# Standard error

(Redirected from Standard error of measurement)
For the computer programming concept, see standard error stream.
For a value that is sampled with an unbiased normally distributed error, the above depicts the proportion of samples that would fall between 0, 1, 2, and 3 standard deviations above and below the actual value.

The standard error (SE) is the standard deviation of the sampling distribution of a statistic,[1] most commonly of the mean.

The standard error of the mean (SEM) can be seen to depict the relationship between the dispersion of individual observations around the population mean (the standard deviation), and the dispersion of sample means around the population mean (the standard error). Different samples drawn from that same population would in general have different values of the sample mean, so there is a distribution of sampled means (with its own mean and variance). The relationship with the standard deviation is defined such that, for a given sample size, the standard error equals the standard deviation divided by the square root of the sample size. As the sample size increases, the dispersion of the sample means clusters more closely around the population mean and the standard error decreases.

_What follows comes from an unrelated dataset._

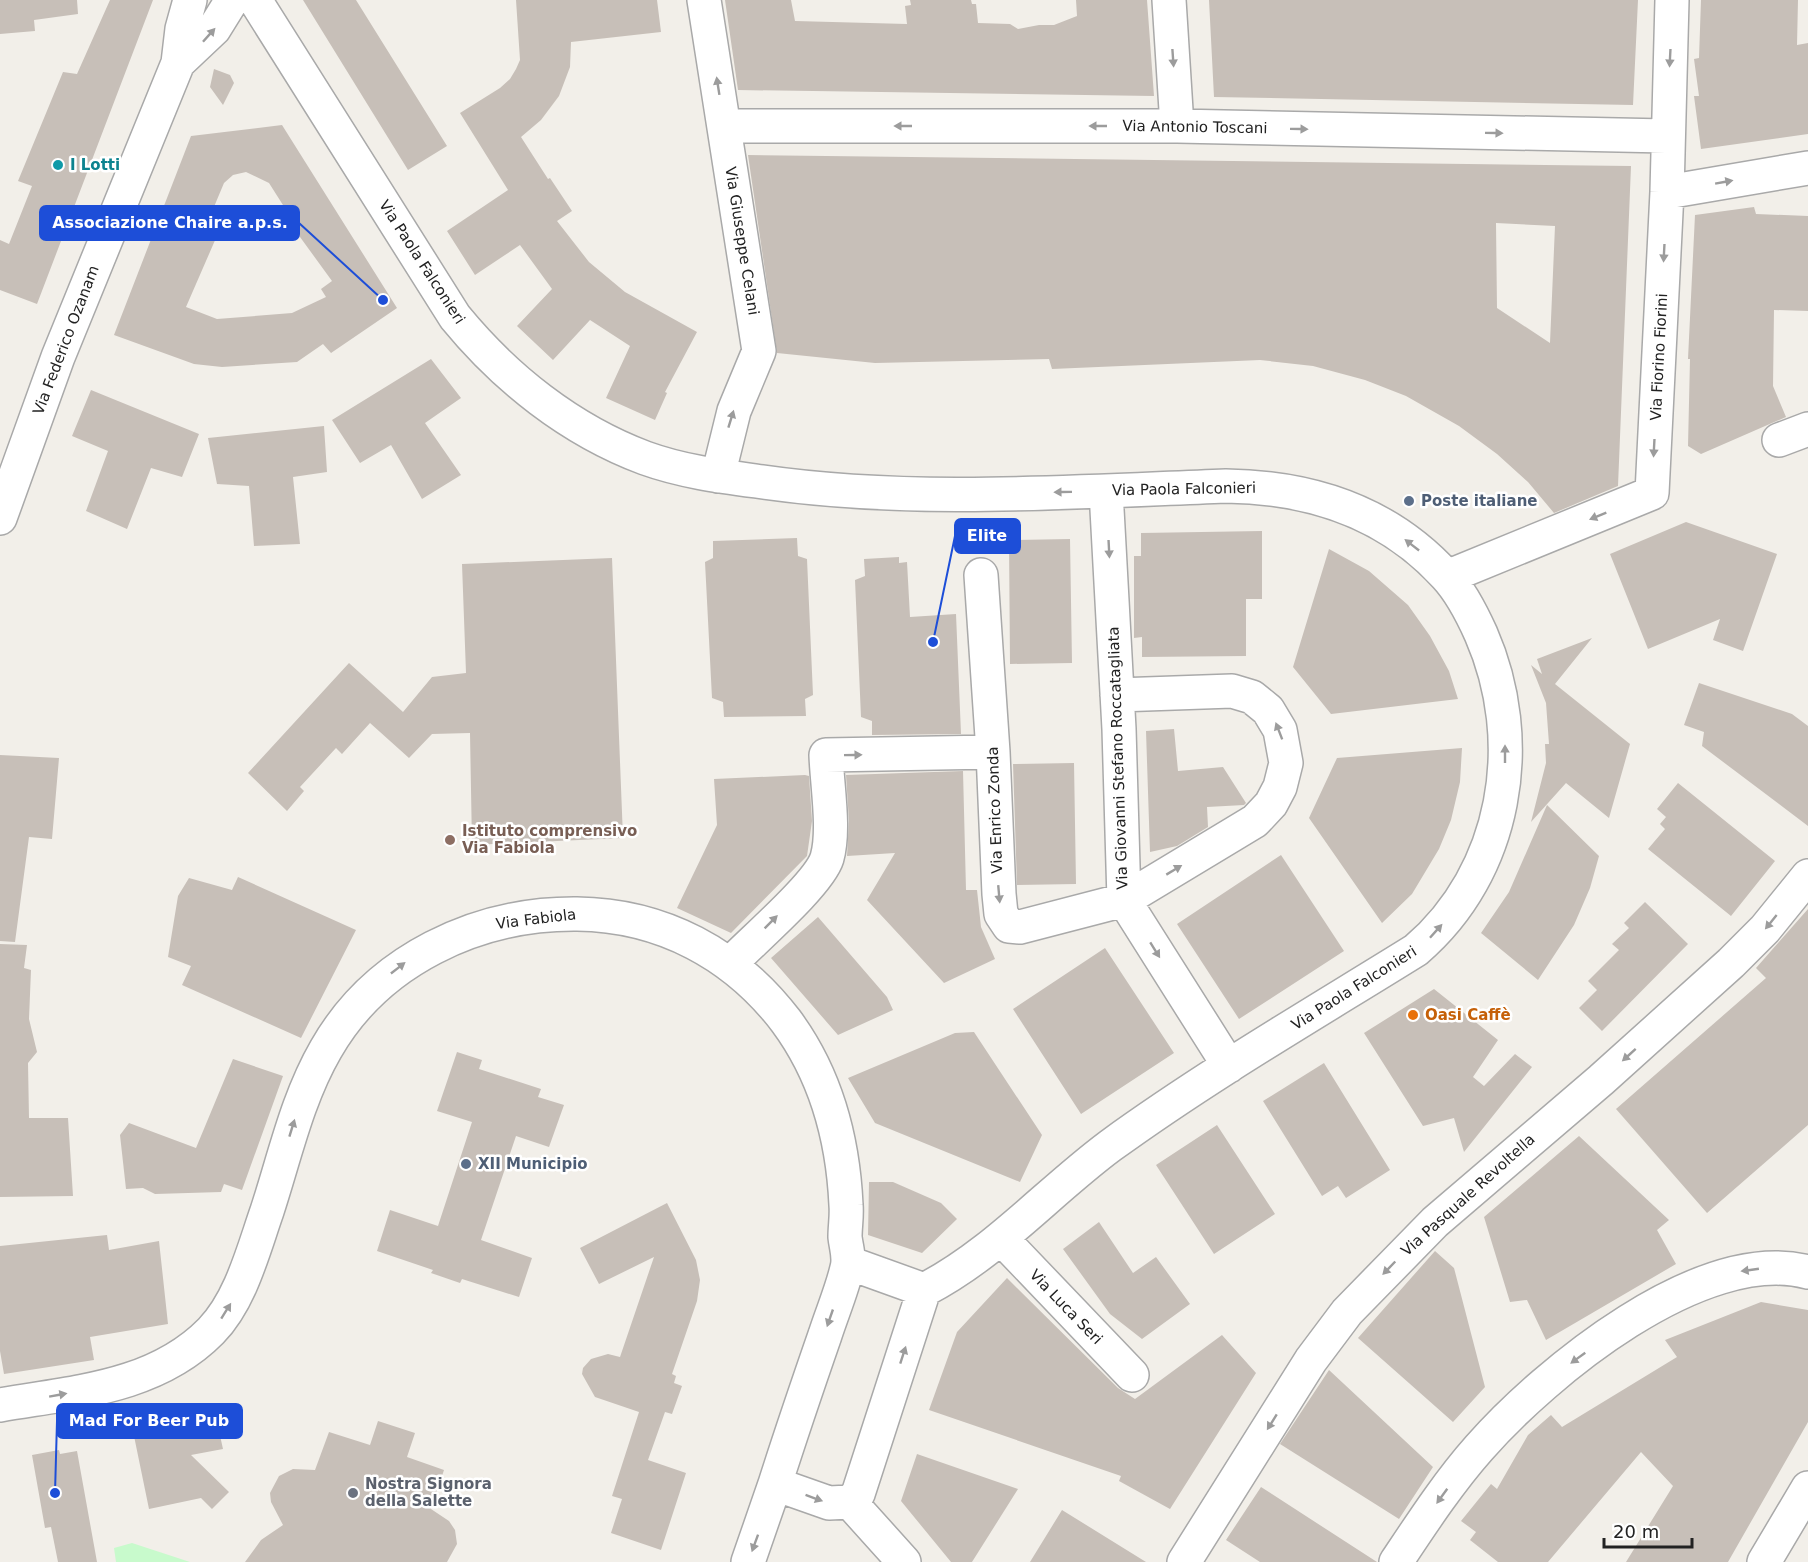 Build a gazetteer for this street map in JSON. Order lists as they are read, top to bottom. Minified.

In regression analysis, the term "standard error" is also used in the phrase standard error of the regression to mean the ordinary least squares estimate of the standard deviation of the underlying errors.[2][3] The term may also be used to refer to an estimate of that standard deviation, derived from a particular sample used to compute the estimate.

## Introduction to the standard error

The standard error is a quantitative measure of uncertainty. Consider the following scenarios.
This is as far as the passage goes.